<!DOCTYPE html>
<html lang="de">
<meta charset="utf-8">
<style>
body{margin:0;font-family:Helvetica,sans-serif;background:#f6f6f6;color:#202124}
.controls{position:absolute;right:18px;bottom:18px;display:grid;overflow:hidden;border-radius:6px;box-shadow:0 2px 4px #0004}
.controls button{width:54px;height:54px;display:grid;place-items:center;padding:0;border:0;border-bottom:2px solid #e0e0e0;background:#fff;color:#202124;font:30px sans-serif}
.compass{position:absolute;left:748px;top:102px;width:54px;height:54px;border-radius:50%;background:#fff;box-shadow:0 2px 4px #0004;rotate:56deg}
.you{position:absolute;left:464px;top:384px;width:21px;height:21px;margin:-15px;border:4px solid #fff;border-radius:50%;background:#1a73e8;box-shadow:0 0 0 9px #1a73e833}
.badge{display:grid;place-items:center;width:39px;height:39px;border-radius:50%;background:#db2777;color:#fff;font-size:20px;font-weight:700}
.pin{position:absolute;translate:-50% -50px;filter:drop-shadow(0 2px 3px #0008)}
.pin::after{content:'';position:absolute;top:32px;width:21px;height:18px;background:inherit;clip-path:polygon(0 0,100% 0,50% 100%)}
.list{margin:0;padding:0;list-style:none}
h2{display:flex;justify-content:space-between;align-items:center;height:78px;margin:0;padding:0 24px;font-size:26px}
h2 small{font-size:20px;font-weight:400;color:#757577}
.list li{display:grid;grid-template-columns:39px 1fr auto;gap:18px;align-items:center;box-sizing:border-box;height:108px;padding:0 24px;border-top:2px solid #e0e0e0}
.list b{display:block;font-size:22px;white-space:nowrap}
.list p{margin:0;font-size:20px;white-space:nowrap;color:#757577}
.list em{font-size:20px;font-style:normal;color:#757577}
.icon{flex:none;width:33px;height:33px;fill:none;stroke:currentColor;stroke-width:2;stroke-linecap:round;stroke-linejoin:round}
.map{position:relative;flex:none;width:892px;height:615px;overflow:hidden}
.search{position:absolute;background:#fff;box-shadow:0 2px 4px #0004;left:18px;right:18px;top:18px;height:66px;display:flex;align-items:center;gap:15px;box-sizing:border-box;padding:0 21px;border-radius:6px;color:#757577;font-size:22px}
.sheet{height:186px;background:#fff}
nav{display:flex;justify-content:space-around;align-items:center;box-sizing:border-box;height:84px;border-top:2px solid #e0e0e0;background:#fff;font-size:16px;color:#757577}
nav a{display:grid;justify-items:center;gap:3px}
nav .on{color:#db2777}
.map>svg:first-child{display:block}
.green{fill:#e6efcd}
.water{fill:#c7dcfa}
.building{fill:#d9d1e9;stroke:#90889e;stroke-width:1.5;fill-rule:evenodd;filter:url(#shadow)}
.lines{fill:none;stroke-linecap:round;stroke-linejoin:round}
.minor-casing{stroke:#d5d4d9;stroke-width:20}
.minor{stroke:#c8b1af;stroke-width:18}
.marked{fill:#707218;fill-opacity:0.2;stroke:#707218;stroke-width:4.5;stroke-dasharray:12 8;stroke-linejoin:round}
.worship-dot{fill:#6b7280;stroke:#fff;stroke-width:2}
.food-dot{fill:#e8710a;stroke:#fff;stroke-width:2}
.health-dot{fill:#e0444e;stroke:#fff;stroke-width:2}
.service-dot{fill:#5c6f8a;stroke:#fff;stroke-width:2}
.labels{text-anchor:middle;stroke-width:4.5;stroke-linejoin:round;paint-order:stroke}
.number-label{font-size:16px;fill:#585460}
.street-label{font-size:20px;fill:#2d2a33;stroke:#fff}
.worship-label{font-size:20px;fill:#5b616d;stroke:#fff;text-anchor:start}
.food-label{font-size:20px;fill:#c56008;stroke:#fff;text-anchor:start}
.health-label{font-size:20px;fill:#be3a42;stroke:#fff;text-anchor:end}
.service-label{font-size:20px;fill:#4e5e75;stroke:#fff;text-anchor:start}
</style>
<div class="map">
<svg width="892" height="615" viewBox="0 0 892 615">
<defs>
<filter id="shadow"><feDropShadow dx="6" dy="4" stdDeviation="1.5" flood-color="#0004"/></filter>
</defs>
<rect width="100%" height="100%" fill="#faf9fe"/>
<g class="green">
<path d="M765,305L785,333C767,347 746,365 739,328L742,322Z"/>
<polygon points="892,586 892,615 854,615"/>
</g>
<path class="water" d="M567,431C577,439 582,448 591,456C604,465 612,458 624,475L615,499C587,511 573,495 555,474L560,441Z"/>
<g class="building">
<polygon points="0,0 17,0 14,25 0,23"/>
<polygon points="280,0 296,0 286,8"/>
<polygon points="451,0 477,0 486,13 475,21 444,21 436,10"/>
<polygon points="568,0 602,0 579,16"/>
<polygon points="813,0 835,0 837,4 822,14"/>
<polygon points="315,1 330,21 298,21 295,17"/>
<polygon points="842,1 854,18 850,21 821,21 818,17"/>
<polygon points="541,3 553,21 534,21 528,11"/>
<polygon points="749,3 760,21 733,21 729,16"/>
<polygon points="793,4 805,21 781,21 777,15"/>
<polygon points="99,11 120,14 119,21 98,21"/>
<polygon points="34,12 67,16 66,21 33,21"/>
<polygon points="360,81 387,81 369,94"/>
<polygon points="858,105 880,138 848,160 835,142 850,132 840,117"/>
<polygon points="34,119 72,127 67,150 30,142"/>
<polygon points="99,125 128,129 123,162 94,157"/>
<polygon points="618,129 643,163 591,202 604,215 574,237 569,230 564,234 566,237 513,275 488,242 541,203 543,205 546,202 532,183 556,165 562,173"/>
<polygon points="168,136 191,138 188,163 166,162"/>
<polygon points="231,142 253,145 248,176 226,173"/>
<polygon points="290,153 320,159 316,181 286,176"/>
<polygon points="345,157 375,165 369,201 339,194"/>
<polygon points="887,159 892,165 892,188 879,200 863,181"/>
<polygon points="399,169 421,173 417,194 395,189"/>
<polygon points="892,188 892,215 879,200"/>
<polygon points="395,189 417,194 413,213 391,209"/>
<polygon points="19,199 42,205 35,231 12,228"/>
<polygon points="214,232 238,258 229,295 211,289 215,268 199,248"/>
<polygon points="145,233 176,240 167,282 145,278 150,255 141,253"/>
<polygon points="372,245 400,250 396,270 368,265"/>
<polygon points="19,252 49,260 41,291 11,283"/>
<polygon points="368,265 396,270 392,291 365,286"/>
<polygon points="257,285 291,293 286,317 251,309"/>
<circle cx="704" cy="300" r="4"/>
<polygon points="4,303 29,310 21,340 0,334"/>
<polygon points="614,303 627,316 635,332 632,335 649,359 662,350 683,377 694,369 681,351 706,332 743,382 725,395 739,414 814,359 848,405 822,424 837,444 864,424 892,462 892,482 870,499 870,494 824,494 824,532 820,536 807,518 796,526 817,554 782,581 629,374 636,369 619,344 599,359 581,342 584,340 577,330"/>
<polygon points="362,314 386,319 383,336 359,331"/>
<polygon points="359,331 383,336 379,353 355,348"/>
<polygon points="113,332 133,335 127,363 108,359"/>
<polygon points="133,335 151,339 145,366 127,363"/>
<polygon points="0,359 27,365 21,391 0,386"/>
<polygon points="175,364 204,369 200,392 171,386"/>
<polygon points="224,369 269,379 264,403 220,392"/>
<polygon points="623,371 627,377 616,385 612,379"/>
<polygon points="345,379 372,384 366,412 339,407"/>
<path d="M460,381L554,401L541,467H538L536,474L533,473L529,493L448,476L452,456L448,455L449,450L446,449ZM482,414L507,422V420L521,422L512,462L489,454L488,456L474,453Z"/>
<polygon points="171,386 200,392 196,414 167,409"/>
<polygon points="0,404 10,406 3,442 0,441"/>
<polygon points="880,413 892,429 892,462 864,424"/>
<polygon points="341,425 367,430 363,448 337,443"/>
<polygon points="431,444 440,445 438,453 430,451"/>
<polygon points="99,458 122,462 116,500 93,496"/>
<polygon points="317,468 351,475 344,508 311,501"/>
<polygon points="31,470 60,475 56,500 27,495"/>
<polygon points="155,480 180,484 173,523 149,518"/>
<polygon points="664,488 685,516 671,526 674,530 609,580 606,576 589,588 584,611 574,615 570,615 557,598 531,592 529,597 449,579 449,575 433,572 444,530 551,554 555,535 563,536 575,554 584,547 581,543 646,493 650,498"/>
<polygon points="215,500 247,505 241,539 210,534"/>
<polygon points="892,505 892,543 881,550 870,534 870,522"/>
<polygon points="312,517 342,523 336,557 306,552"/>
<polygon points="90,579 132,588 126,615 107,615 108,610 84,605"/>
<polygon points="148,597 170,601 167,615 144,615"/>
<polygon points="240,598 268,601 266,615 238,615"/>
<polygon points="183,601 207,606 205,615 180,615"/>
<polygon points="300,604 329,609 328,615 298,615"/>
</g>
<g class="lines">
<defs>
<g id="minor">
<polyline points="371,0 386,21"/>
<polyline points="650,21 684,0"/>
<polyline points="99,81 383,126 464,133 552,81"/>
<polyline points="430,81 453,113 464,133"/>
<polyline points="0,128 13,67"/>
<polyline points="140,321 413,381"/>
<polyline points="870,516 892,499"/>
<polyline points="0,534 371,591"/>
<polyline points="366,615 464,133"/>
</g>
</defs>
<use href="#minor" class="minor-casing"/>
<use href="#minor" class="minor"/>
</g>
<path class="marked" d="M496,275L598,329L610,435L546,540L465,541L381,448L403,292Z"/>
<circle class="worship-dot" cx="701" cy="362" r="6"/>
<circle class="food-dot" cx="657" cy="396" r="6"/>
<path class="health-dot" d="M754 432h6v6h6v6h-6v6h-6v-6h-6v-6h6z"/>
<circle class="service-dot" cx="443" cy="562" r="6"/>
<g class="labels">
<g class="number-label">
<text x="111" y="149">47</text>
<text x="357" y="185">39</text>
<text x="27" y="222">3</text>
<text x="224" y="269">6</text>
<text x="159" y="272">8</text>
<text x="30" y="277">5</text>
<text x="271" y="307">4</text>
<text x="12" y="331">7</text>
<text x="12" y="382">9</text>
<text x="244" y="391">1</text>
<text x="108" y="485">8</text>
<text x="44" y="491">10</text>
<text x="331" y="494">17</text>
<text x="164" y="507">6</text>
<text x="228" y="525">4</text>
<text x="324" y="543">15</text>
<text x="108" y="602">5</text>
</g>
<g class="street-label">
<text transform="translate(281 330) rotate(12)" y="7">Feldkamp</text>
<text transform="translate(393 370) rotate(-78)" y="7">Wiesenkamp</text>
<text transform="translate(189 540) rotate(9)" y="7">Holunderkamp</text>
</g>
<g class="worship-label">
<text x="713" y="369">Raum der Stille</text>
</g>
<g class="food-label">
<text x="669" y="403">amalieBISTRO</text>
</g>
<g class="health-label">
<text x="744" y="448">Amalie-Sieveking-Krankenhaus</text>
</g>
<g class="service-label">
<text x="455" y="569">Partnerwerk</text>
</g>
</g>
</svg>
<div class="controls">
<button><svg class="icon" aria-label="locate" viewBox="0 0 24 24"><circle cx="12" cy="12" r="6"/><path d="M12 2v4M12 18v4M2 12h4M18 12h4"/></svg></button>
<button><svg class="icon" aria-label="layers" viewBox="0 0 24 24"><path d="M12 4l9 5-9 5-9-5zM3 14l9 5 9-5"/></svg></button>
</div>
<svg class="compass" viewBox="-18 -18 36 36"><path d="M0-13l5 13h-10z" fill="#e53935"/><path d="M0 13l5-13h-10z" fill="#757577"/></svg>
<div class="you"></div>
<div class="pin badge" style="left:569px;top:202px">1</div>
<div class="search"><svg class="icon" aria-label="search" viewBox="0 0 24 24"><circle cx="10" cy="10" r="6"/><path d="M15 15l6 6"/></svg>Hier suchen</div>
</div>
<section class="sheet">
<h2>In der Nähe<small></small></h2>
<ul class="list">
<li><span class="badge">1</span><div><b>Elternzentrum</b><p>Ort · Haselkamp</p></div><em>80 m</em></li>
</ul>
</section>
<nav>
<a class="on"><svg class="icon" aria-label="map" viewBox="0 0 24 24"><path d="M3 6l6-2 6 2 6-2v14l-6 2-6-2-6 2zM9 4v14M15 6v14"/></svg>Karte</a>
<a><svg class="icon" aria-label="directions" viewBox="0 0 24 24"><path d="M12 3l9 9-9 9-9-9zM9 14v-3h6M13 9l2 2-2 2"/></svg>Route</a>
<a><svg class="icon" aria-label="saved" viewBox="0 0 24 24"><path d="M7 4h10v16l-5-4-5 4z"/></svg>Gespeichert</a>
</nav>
= = = = = = =
Return all lines above that mention the word "nowrap".

SOLUTION TO THE PROBLEM
.list b{display:block;font-size:22px;white-space:nowrap}
.list p{margin:0;font-size:20px;white-space:nowrap;color:#757577}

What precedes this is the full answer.